◆ Working data ◆
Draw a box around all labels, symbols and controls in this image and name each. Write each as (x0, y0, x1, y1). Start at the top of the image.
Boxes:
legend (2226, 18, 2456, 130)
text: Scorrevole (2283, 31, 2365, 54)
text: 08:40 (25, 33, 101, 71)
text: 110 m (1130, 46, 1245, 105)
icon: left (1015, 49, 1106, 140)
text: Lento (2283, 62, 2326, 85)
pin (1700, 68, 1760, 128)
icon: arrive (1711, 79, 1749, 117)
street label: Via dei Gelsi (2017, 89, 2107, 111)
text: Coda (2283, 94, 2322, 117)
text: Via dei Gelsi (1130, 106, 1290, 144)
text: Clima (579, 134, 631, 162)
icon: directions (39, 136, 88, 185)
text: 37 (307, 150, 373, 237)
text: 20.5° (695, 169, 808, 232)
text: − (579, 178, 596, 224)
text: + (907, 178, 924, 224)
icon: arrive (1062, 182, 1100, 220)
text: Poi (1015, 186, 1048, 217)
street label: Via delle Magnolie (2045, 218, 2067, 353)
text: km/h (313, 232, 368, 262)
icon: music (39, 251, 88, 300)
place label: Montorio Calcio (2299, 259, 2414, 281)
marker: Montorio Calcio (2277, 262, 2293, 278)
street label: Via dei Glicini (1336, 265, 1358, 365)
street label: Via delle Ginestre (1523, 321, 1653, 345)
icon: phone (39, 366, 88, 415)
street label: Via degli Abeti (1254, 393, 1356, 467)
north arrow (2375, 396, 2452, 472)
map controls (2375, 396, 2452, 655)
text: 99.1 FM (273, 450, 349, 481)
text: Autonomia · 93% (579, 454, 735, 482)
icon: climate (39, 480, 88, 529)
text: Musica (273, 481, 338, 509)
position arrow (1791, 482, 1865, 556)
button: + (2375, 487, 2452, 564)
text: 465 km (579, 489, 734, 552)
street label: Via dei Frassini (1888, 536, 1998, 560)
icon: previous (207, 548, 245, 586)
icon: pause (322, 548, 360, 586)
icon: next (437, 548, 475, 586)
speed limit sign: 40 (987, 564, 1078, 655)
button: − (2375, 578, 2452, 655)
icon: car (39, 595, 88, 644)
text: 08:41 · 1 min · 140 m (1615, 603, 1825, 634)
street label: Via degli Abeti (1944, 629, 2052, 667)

◆ Your assignment ◆
Would you retype the whole listing, exactly as it reads?

◆ Result for this exercise ◆
Draw a box around all labels, symbols and controls in this image and name each. Write each as (x0, y0, x1, y1). Start at the top of the image.
Boxes:
legend (2226, 18, 2456, 130)
text: Scorrevole (2283, 31, 2365, 54)
text: 08:40 (25, 33, 101, 71)
text: 110 m (1130, 46, 1245, 105)
icon: left (1015, 49, 1106, 140)
text: Lento (2283, 62, 2326, 85)
pin (1700, 68, 1760, 128)
icon: arrive (1711, 79, 1749, 117)
street label: Via dei Gelsi (2017, 89, 2107, 111)
text: Coda (2283, 94, 2322, 117)
text: Via dei Gelsi (1130, 106, 1290, 144)
text: Clima (579, 134, 631, 162)
icon: directions (39, 136, 88, 185)
text: 37 (307, 150, 373, 237)
text: 20.5° (695, 169, 808, 232)
text: − (579, 178, 596, 224)
text: + (907, 178, 924, 224)
icon: arrive (1062, 182, 1100, 220)
text: Poi (1015, 186, 1048, 217)
street label: Via delle Magnolie (2045, 218, 2067, 353)
text: km/h (313, 232, 368, 262)
icon: music (39, 251, 88, 300)
place label: Montorio Calcio (2299, 259, 2414, 281)
marker: Montorio Calcio (2277, 262, 2293, 278)
street label: Via dei Glicini (1336, 265, 1358, 365)
street label: Via delle Ginestre (1523, 321, 1653, 345)
icon: phone (39, 366, 88, 415)
street label: Via degli Abeti (1254, 393, 1356, 467)
north arrow (2375, 396, 2452, 472)
map controls (2375, 396, 2452, 655)
text: 99.1 FM (273, 450, 349, 481)
text: Autonomia · 93% (579, 454, 735, 482)
icon: climate (39, 480, 88, 529)
text: Musica (273, 481, 338, 509)
position arrow (1791, 482, 1865, 556)
button: + (2375, 487, 2452, 564)
text: 465 km (579, 489, 734, 552)
street label: Via dei Frassini (1888, 536, 1998, 560)
icon: previous (207, 548, 245, 586)
icon: pause (322, 548, 360, 586)
icon: next (437, 548, 475, 586)
speed limit sign: 40 (987, 564, 1078, 655)
button: − (2375, 578, 2452, 655)
icon: car (39, 595, 88, 644)
text: 08:41 · 1 min · 140 m (1615, 603, 1825, 634)
street label: Via degli Abeti (1944, 629, 2052, 667)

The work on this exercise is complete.